Regards, Terence Williams. R538301.


----------



## Ron Stringer (Mar 15, 2005)

According the May/June 1954 issue of the Marconi Mariner, the Chief R/O was *C H Roberts*, backed up by an R/O called *Clayton* and* Don Pilgrim*.

Charlie Roberts is long dead, having risen to be a senior depot manager with the company at Lowestoft and Newcastle. 

Don Pilgrim however is alive and going strong. He retired from being a service engineer inspector at MIMCo's Southampton depot around 1992 and is living near Southampton. He still attends the annnual Marconi Veterans' lunch each April. He is not on line but I am in contact with one of his former colleagues who can pass on any questions that you might like to put to Don.


----------



## neil nic (Nov 28, 2007)

My father was a Q.M. onboard the Gothic for the royal tour, signed on in Victoria docks, 12th Oct 1953, paid off Victoria docks, 10th May 1954.


----------



## jimthehat (Aug 5, 2006)

waimea said:


> Are there any ex crew (MN or RN) out there in cyberspace who served on Gothic on the royal tour of Aust and NZ in 1954. If so I would like to get in touch re the writing of an article on what it was like aboard for the crew on the voyage. To be published in The Log - the quarterly journal of the Nautical Association of Australia.

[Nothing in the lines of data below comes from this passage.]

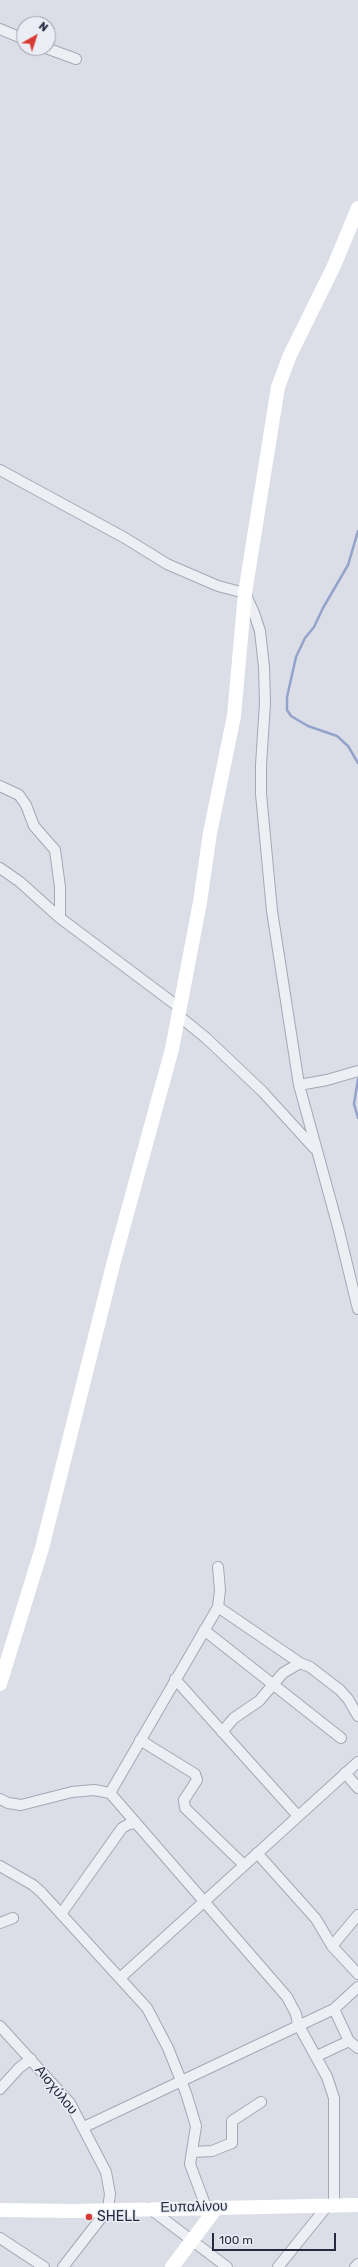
<!DOCTYPE html>
<html>
<head>
<meta charset="utf-8">
<style>
	body { margin:0 }
	#map { position:relative; width:358px; height:2267px; overflow:hidden; background:#dbdee7; font-family:Rubik,sans-serif }
	canvas { display:block }
	.north { position:absolute; left:16px; top:16px; width:40px; height:40px; box-sizing:border-box; background:#ebedf5; border:1px solid #9b9fac; border-radius:50%; rotate:39deg; font-size:11px; font-weight:700; line-height:16px; text-align:center; color:#24293e }
	.north::after { content:''; display:block; margin:auto; width:14px; height:18px; background:#d83b34; clip-path:polygon(50% 0,100% 100%,50% 72%,0 100%) }
	.scale { position:absolute; left:212px; top:2233px; width:124px; height:18px; box-sizing:border-box; border:2px solid #24293e; border-top:0; padding-left:5px; font-size:12px; line-height:14px; white-space:nowrap; color:#24293e; -webkit-text-stroke:3px #ebedf5; paint-order:stroke }
</style>
</head>
<body>
<div id="map">
<canvas width="358" height="2267"></canvas>
<div class="north">N</div>
<div class="scale">100 m</div>
</div>
<script>
const ctx = document.querySelector('canvas').getContext('2d');
ctx.lineJoin = 'round';
function poly(rows) {
  const path = new Path2D();
  for (const r of rows) {
    path.moveTo(r[0], r[1]);
    for (let i = 2; i < r.length; i += 2) path.lineTo(r[i], r[i + 1]);
  }
  return path;
}
function stroke(path, color, width, dash) {
  ctx.strokeStyle = color;
  ctx.lineWidth = width;
  ctx.lineCap = dash ? 'butt' : 'round';
  ctx.setLineDash(dash || []);
  ctx.stroke(path);
}
function label(font, color, halo, rows, align = 'center') {
  ctx.font = font + ' Rubik,sans-serif';
  ctx.lineWidth = 3;
  ctx.setLineDash([]);
  ctx.textBaseline = 'middle';
  ctx.strokeStyle = halo;
  ctx.fillStyle = color;
  for (const [text, x, y, turn = 0] of rows) {
    ctx.save();
    ctx.translate(x, y);
    ctx.rotate((+turn || 0) * Math.PI / 180);
    ctx.textAlign = isNaN(turn) ? turn : align;
    if (halo) ctx.strokeText(text, 0, 0);
    ctx.fillText(text, 0, 0);
    ctx.restore();
  }
}
const stream = poly([
	[358,531,348,565,323,608,314,627,305,638,296,657,287,697,287,710,291,716,308,726,337,736,348,746,358,763],
	[358,1079,354,1104,358,1118]
]);
const street = poly([
	[0,29,24,39],
	[46,48,76,59],
	[0,470,125,538,167,564,218,586,245,593,254,613,260,631,264,667,265,703,261,765,261,794,272,911,299,1085,338,1227,358,1309],
	[0,786,19,795,26,805,34,826,55,850,60,887,60,918,180,1008],
	[0,868,20,882,60,918],
	[179,1016,206,1038,262,1091,314,1148],
	[299,1085,327,1080,358,1071],
	[218,1607,300,1663],
	[204,1630,341,1738],
	[175,1679,298,1816],
	[222,1732,234,1718,259,1701,283,1673,300,1663,310,1667,340,1690,348,1699,358,1716],
	[140,1740,195,1774,197,1780,184,1800,185,1808,244,1865],
	[345,1773,358,1788],
	[110,1793,218,1607,220,1590,218,1567],
	[0,1799,8,1803,21,1805,72,1792,94,1790,110,1793,287,1997,296,2014,298,2024,327,2077,334,2098,334,2205],
	[257,1853,316,1919,332,1946,358,1974],
	[0,1866,33,1885,41,1892,147,2008,168,2048,186,2093,196,2126,190,2164,206,2207],
	[61,1914,122,1828,129,1824,136,1823],
	[0,1923,13,1918],
	[332,1946,358,1915],
	[120,1978,358,1762],
	[334,2009,349,2041,358,2048],
	[0,2026,70,2103,106,2172,110,2194,108,2209,63,2267],
	[317,2056,349,2041],
	[0,2089,19,2068,31,2059],
	[84,2127,334,2009,358,1987],
	[193,2152,212,2151,232,2143,232,2121,261,2102],
	[149,2208,227,2267],
	[0,2238,44,2267],
	[278,2267,328,2205],
	[355,2267,358,2264]
]);
const secondary = poly([
	[0,1684,42,1548,114,1261,172,1049,200,902,210,833,234,716,245,593,278,387,290,355,333,268,358,208],
	[0,2210,74,2211,358,2205],
	[172,2267,217,2207]
]);
const markers = [
	[89,2217,4,"#d83b34"]
];
const streetNames = [
	["Αισχύλου",56,2090,51],
	["Ευπαλίνου",194,2207,-1]
];
const poiNames = [
	["SHELL",97,2217]
];
stroke(stream, '#93a3cb', 2.5);
stroke(street, '#a4a8b4', 12);
stroke(street, '#eeeff5', 10);
stroke(secondary, '#fff', 14);
for (const [x, y, r, color] of markers) {
  const dot = new Path2D();
  dot.arc(x, y, r, 0, 2 * Math.PI);
  ctx.fillStyle = color;
  ctx.fill(dot);
  stroke(dot, '#ebedf5', 1.5);
}
label('14px', '#24293e', '#ebedf5', streetNames);
label('14px', '#24293e', '#ebedf5', poiNames, 'left');
</script>
</body>
</html>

 saw the gothic in nukalofa,a somewhere around dec53/jan 54,we were put off to anchor when she came in to pick up elizabeth and philip.

jim


----------



## Ron Stringer (Mar 15, 2005)

Don Pilgrim confirms that he was the technician involved and says that he received a medal and will look it out so that I can post a photo of it on the site. He is also going to write out a note on some of his memories of the trip. 

I'll keep you posted.


----------



## david.hopcroft (Jun 29, 2005)

I don't know for sure, but it was always said that the Radio equipment was duplicated for the Tour, and when it was removed, it went to Riversdale Tech College. 

Does anyone know if this is true ?

If so perhaps I got my ticket on that gear !

David
+


----------



## Brian Brown (Nov 18, 2007)

doric said:


> Hello there,
> 
> I served as 2nd Electrical Engineer Officer for that voyage, despite age 83, memory still good, would be pleased to answer your questions.
> 
> Regards, Terence Williams. R538301.


Hi Terry
...as they say a Long time between drinks
I am in the process of reading David Aitchison's 'Royal Standard Red Ensign' within which there Are mentioned a couple of mechanical/electrical mishaps...boiler tube and diesel generator failures. Having sailed on the Gothic as 4thEng in '62, '63 I am interested to find out more about these 'failures' and also any names of fellow Engineers on that memorable voyage in '54
Regards
Brian Brown


----------